Jacqueline and I set out after a leisurely breakfast  at 9:00 in the morning. Oops, we missed the coolest part of the day. The weather forecast called for a steaming plateful of Italian heat, and even by mid-morning we had begun to sweat. The GPS track we downloaded from WikiLoc (thanks, Gigi Bettin), sent us along the Arno River, then out of Florence toward Bagno di Ripoli. After about 5 km we were beyond the exurbs of Florence and feeling good. We stocked up for lunch at a great roticceria and, seeing the mountains ahead of us, we began what we knew would be a hard uphill climb.

In fact, the road started to climb very steeply. At a settlement high above the valley called Bigallo we caught our breath at a very fascinating spedale (hostel) for medieval pilgrims who’d chosen to walk to Assisi from Florence and parts prior. This gave us extra confidence that Florence is a great place to begin this trek, after all, we were walking in the footsteps of pilgrims from centuries past.

After lunch we turned left, across from Bigallo, to begin the more remote section of our walk where we’d been told by a bartender in Bagno di Ripoli that we’d find a beautiful path along a Roman road. Sure enough, soon we were on gravel roads, climbing and climbing. Then we came across a stretch of what obviously was Roman pathway, given its ordered and rounded stones. We continued to walk. And walk some more. By olive orchards. Through olive orchards. Through forests of pine. Through forests of oak. Along gravel paths, along Roman roads, and only briefly along asphalt drives. All of the walk under the 90F (33C) Tuscan sun.

Even as very experienced pilgrim walkers we were a little overwhelmed by the distance. Part of it was the sun, another part was that I was stopping every few hundred meters to speak into the dictation program of my iPhone in order to take notes or I was pausing every little bit to take photos. By about 4:00 p.m. we’d already walked 7 hours, and we soon came across a sign that said the next town of any size — Rignano Sull-Arno — was still one and a half hours away. Our final goal of Sant’Ellero was another 3.7 kilometers beyond that. A little despair began to set in.

I started to drag a bit, and Jacqueline trudged on ahead. Finally we came to Rignano. After a tall iced-tea that perked me up a bit I began to ask in my two-week new Italian if there were any hotels in the area. Immediately two men in the bar were on the phone to find us a room for the night at the house of someone who lets rooms. I explained that it wasn’t for tonight we were looking, but for the future, and they left me with a phone number I could call for more info. We also noticed a campground here, as well as a B&B a few kilometers out of town. Progress.

By this time it was 6:00 pm and even Jacqueline was beginning to drag. Still, our goal was Sant’Ellero which also included a train station where we could catch an 8:00 train back into Florence. At a second bar we asked about foot paths from Rignano to Sant’Ellero, but were told the only way to get there was by walking along the highway. We scouted around a bit more before we left Rignano at about 6:30 p.m. for our day’s final walking goal.

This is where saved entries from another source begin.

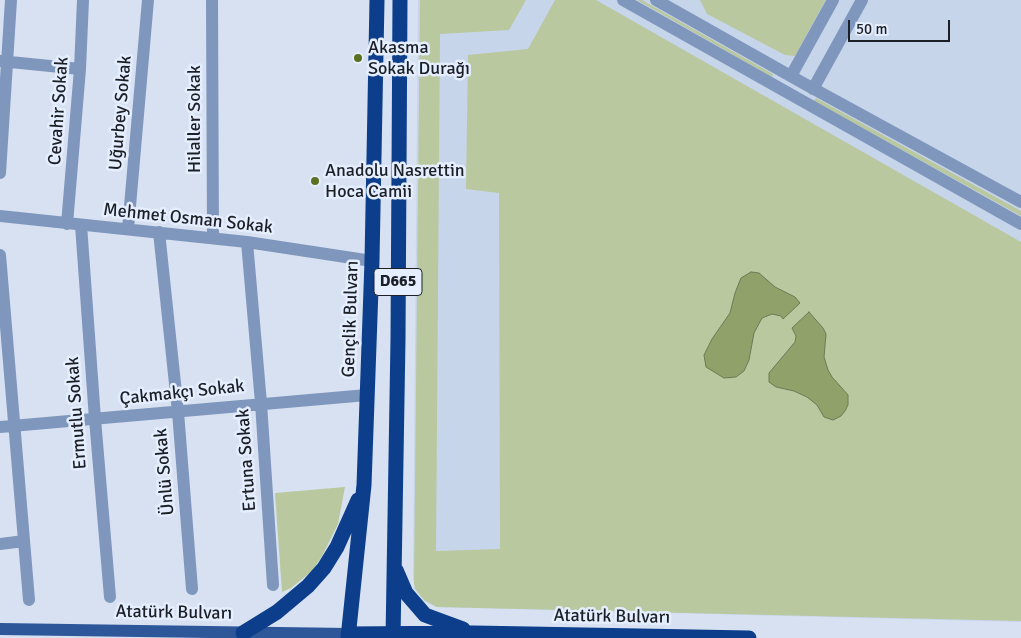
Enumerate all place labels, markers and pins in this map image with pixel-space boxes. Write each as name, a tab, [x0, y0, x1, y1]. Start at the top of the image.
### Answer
place label: Akasma Sokak Durağı	[368, 37, 470, 80]
marker: Akasma Sokak Durağı	[352, 52, 364, 64]
place label: Anadolu Nasrettin Hoca Camii	[325, 160, 465, 202]
marker: Anadolu Nasrettin Hoca Camii	[309, 175, 321, 187]

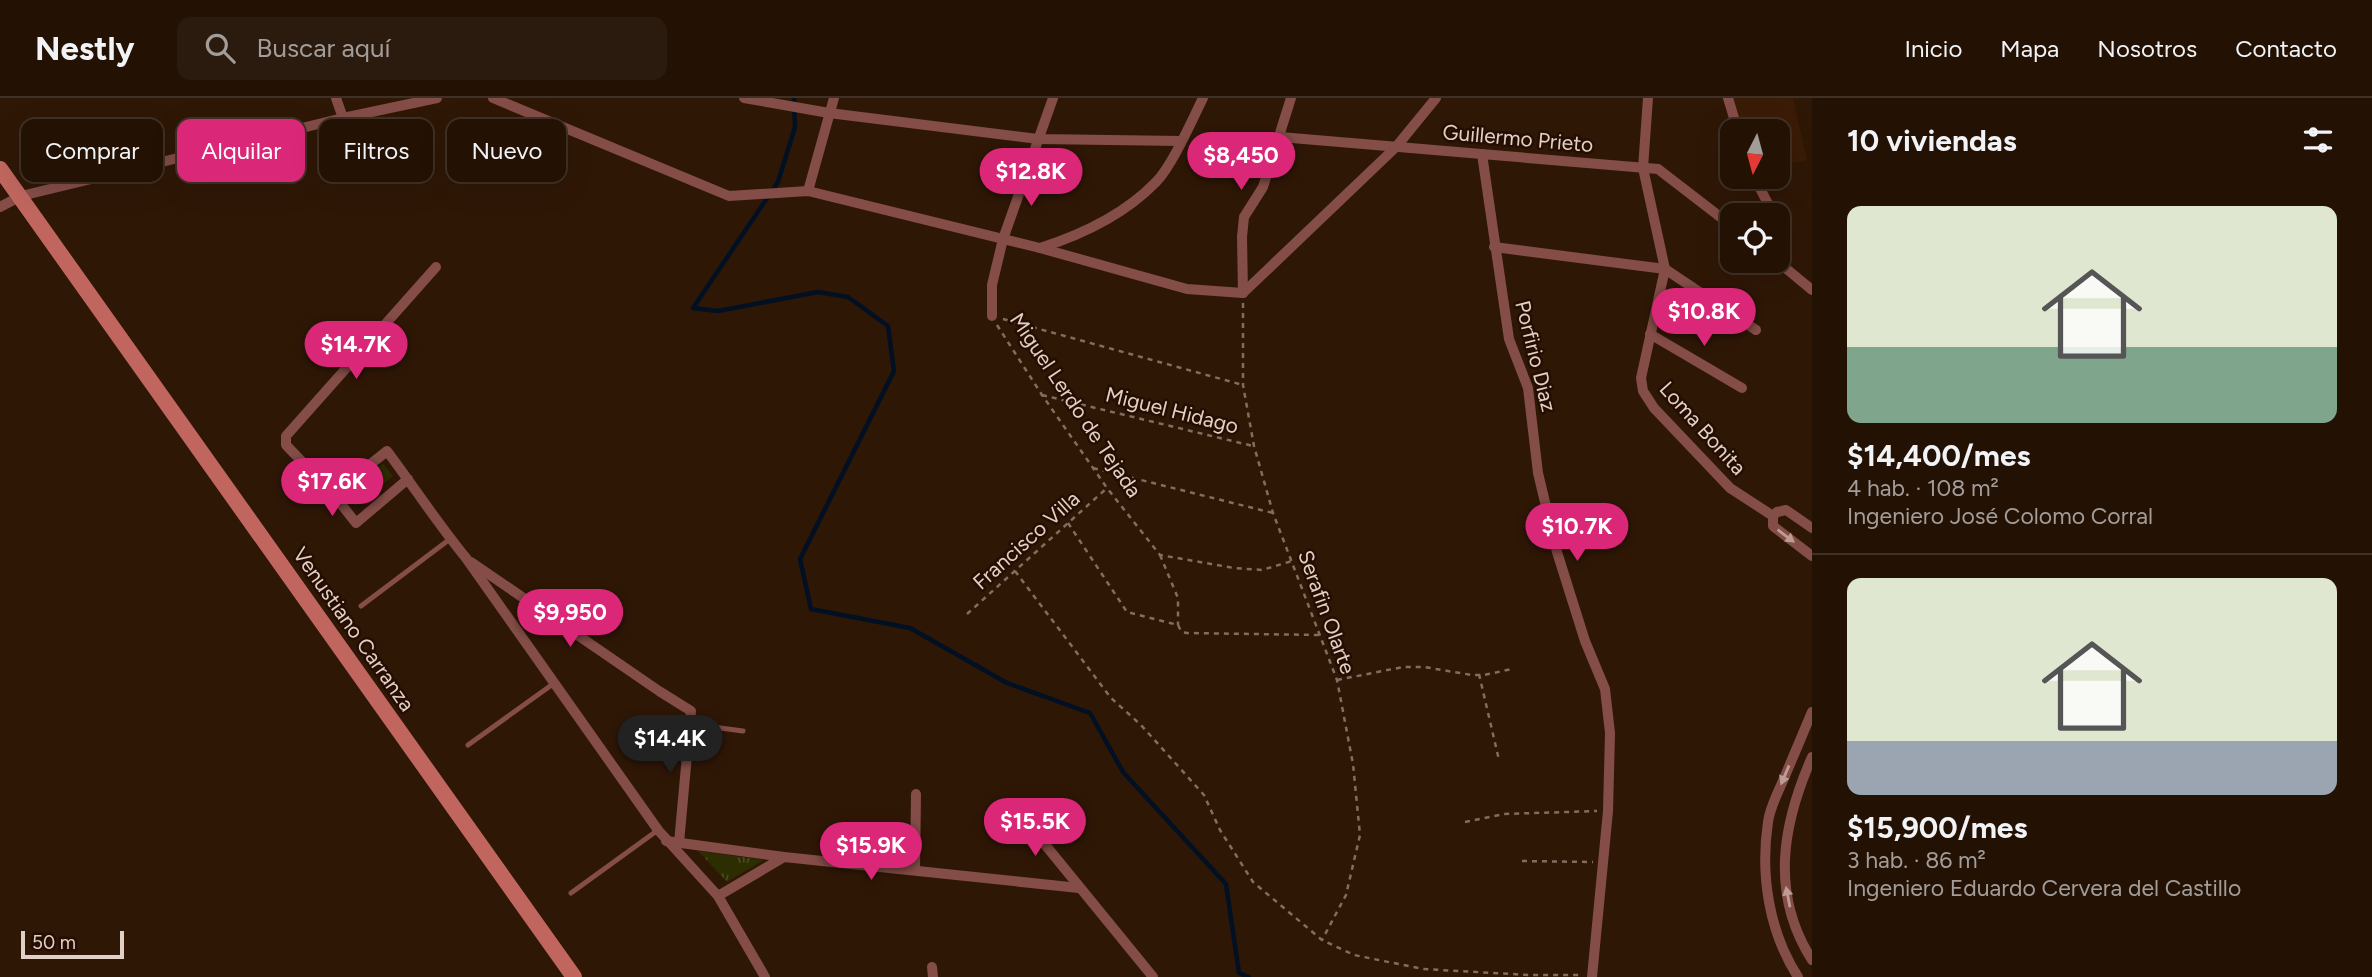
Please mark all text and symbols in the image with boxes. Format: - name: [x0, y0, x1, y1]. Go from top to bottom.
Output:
- search box: [177, 17, 667, 80]
- text: Nestly: [35, 29, 135, 68]
- icon: search: [201, 29, 239, 67]
- text: Buscar aquí: [257, 32, 390, 64]
- text: Inicio: [1904, 34, 1962, 63]
- text: Mapa: [2000, 34, 2059, 63]
- text: Nosotros: [2097, 34, 2197, 63]
- text: Contacto: [2235, 34, 2337, 63]
- chip: Comprar: [21, 119, 163, 182]
- chip: Alquilar: [177, 119, 305, 182]
- chip: Filtros: [319, 119, 433, 182]
- chip: Nuevo: [447, 119, 566, 182]
- street label: Guillermo Prieto: [1442, 119, 1594, 157]
- north arrow: [1720, 119, 1790, 189]
- map controls: [1720, 119, 1790, 273]
- icon: filters: [2299, 121, 2337, 159]
- text: 10 viviendas: [1847, 122, 2017, 159]
- pin: $8,450: [1184, 132, 1298, 192]
- text: $8,450: [1203, 141, 1279, 169]
- pin: $12.8K: [974, 148, 1088, 208]
- text: $12.8K: [996, 157, 1066, 185]
- button: locate: [1720, 203, 1790, 273]
- icon: home: [2029, 251, 2155, 377]
- pin: $10.8K: [1647, 288, 1761, 348]
- text: $10.8K: [1668, 297, 1740, 325]
- street label: Porfirio Diaz: [1510, 298, 1562, 414]
- street label: Miguel Lerdo de Tejada: [1005, 308, 1147, 502]
- pin: $14.7K: [299, 322, 413, 381]
- text: $14.7K: [321, 330, 391, 358]
- street label: Loma Bonita: [1655, 376, 1751, 480]
- street label: Miguel Hidago: [1103, 381, 1241, 439]
- text: $14,400/mes: [1847, 437, 2031, 474]
- pin: $17.6K: [275, 458, 389, 518]
- text: $17.6K: [297, 467, 367, 495]
- text: 4 hab. · 108 m²: [1847, 474, 1999, 502]
- street label: Francisco Villa: [968, 486, 1084, 594]
- text: Ingeniero José Colomo Corral: [1847, 502, 2153, 530]
- pin: $10.7K: [1520, 504, 1634, 563]
- text: $10.7K: [1541, 512, 1613, 540]
- one-way arrow: [1777, 529, 1796, 543]
- street label: Venustiano Carranza: [288, 542, 420, 716]
- street label: Serafin Olarte: [1293, 547, 1361, 677]
- pin: $9,950: [513, 589, 627, 649]
- text: $9,950: [533, 598, 607, 626]
- icon: home: [2029, 623, 2155, 749]
- pin: $14.4K: [613, 716, 727, 775]
- text: $14.4K: [634, 724, 706, 752]
- one-way arrow: [1780, 765, 1791, 786]
- pin: $15.5K: [978, 798, 1092, 858]
- text: $15.5K: [1000, 807, 1070, 835]
- text: $15,900/mes: [1847, 809, 2027, 846]
- pin: $15.9K: [814, 822, 928, 882]
- text: $15.9K: [836, 831, 906, 859]
- text: 3 hab. · 86 m²: [1847, 846, 1986, 874]
- text: Ingeniero Eduardo Cervera del Castillo: [1847, 874, 2241, 902]
- one-way arrow: [1782, 886, 1793, 908]
- scale bar: [21, 928, 124, 960]
- text: 50 m: [32, 931, 76, 954]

All roads lead to Rome, but not all roads were built by Romans like this one.

All roads lead to Rome, but not all roads were built by Romans like this one.

The 3 km walk along the highway was every bit as treacherous as we feared. Cars whizzed by, while we had just the space of the white line and a few inches beyond it as our path. Thankfully, with 1 km left, a red brick sidewalk appeared and we headed off the white line and into Sant’Ellero, noting signs for a B&B 6 km out of town. Here we also found a map mounted on a wall at the train station that clearly spells out the footpath to Consuma, stage two of the grand St. Francis adventure.

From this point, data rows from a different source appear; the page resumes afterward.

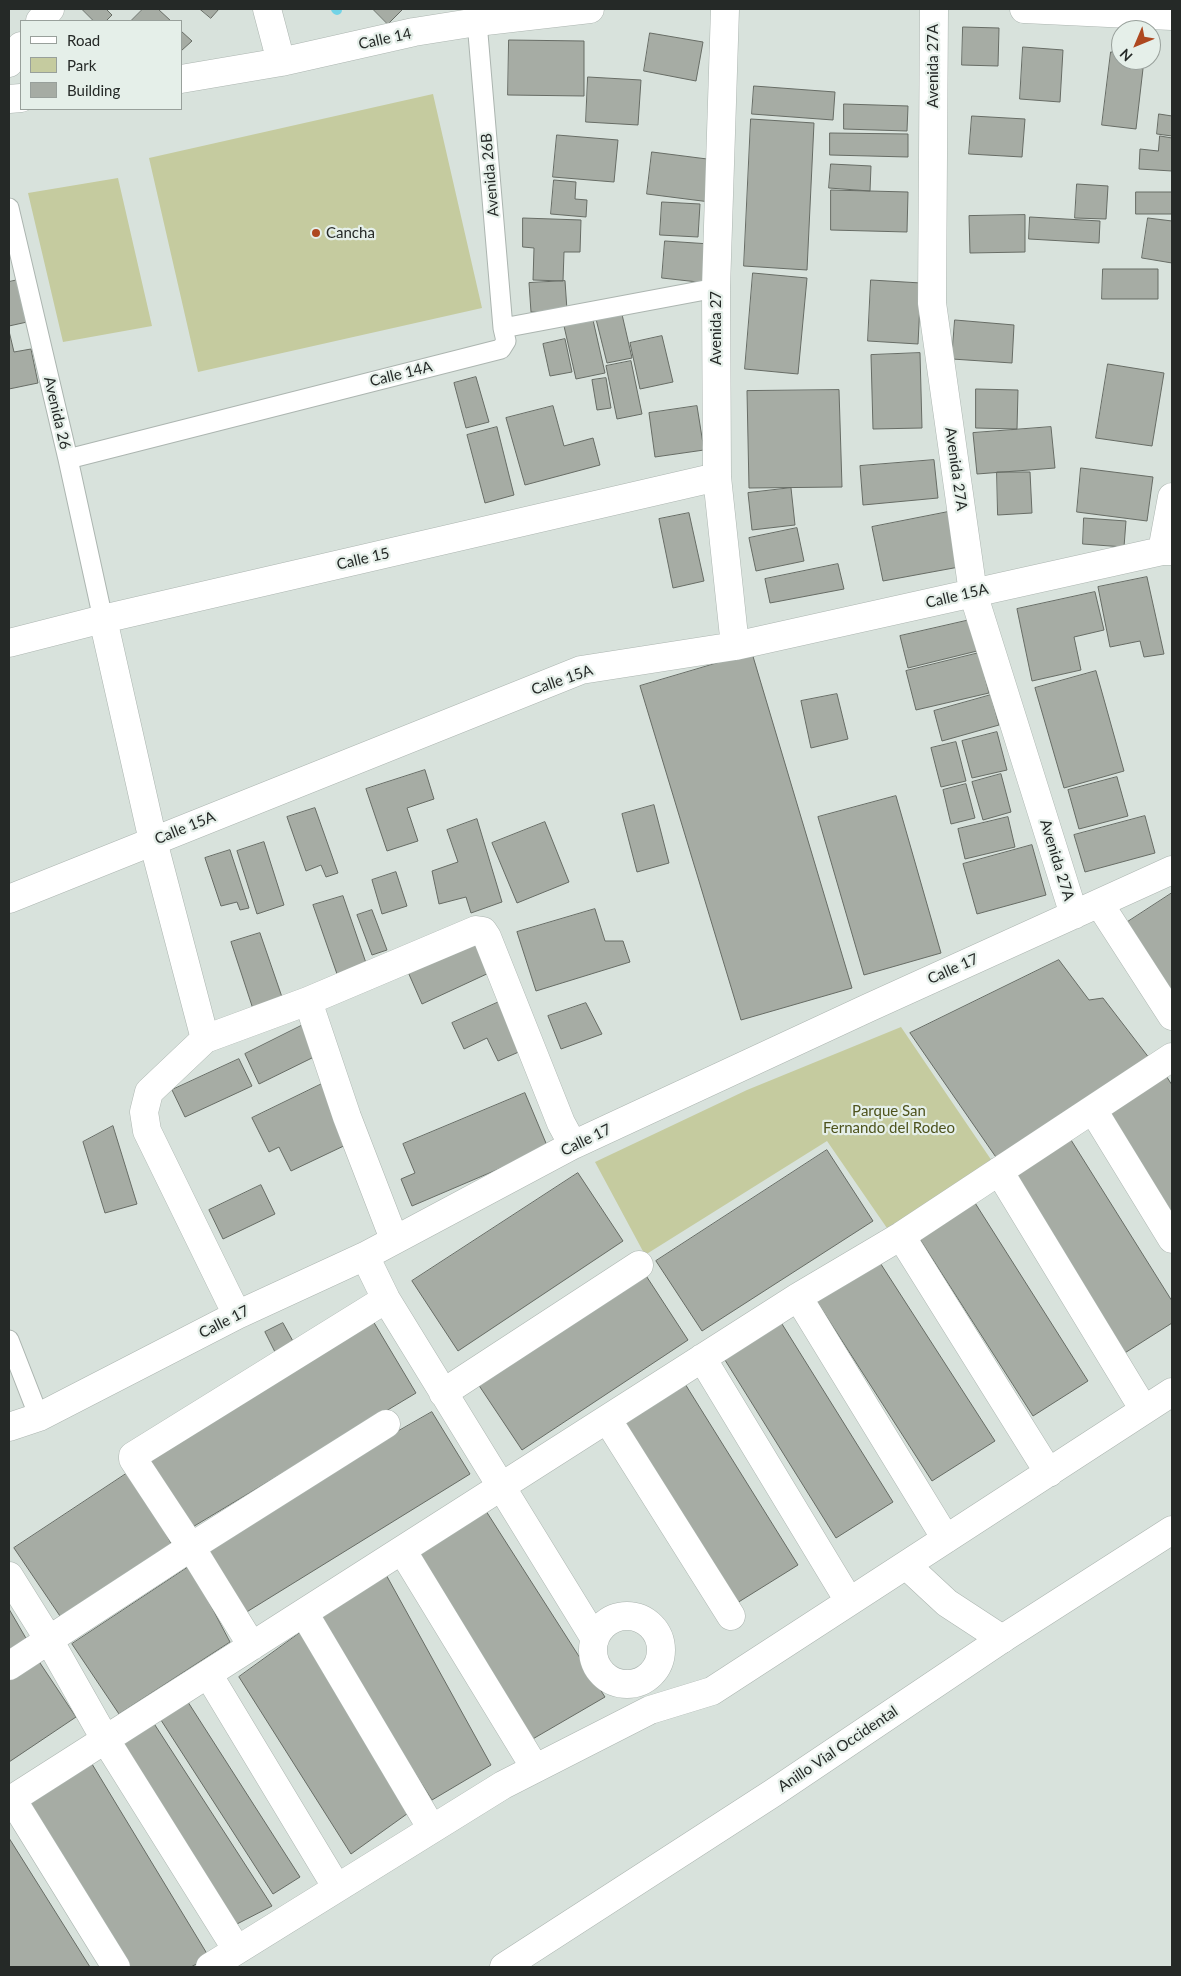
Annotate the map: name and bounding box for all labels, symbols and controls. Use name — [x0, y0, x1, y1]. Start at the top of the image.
legend — [20, 20, 182, 110]
north arrow — [1111, 20, 1161, 70]
street label: Avenida 27A — [924, 24, 942, 108]
street label: Calle 14 — [357, 25, 413, 53]
text: Road — [67, 31, 100, 49]
text: N — [1116, 45, 1136, 65]
text: Park — [67, 56, 96, 74]
text: Building — [67, 81, 120, 99]
street label: Avenida 26B — [477, 132, 503, 218]
place label: Cancha — [326, 224, 375, 242]
marker: Cancha — [310, 227, 322, 239]
street label: Avenida 27 — [707, 291, 725, 365]
street label: Calle 14A — [368, 358, 434, 390]
street label: Avenida 26 — [40, 375, 74, 451]
street label: Avenida 27A — [941, 426, 971, 512]
street label: Calle 15 — [335, 544, 391, 574]
street label: Calle 15A — [924, 580, 990, 612]
street label: Calle 15A — [529, 661, 595, 699]
street label: Calle 15A — [152, 808, 218, 848]
street label: Avenida 27A — [1036, 817, 1078, 903]
street label: Calle 17 — [925, 950, 981, 988]
park label: Parque San Fernando del Rodeo — [823, 1102, 955, 1137]
street label: Calle 17 — [558, 1120, 614, 1160]
street label: Calle 17 — [196, 1302, 252, 1342]
street label: Anillo Vial Occidental — [775, 1702, 901, 1796]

Utterly exhausted and a little dehydrated after 11 hours of walking, much of it uphill in the blazing sunshine, we caught the 8:00 p.m. train back into Florence.

Over a dinner of pasta and salad, Jacqueline and I asked ourselves, would pilgrims really want to walk this hard and hot walk, and then pick up and do another hard and hot 25 km (15.5 mile) walk the next day? Especially in heat like this? On the plus side, there are amazing views of Florence and many panoramas of beautiful valleys and farms along the way. A walk along an ancient Roman road is pretty awesome, too. The lack of accommodation is a challenge, though, but a pilgrim can take the train back into Florence like we did — it’s just a €3 transaction and 15 minutes on the hourly train — and then return to Sant’Ellero the next morning by train for Stage 2.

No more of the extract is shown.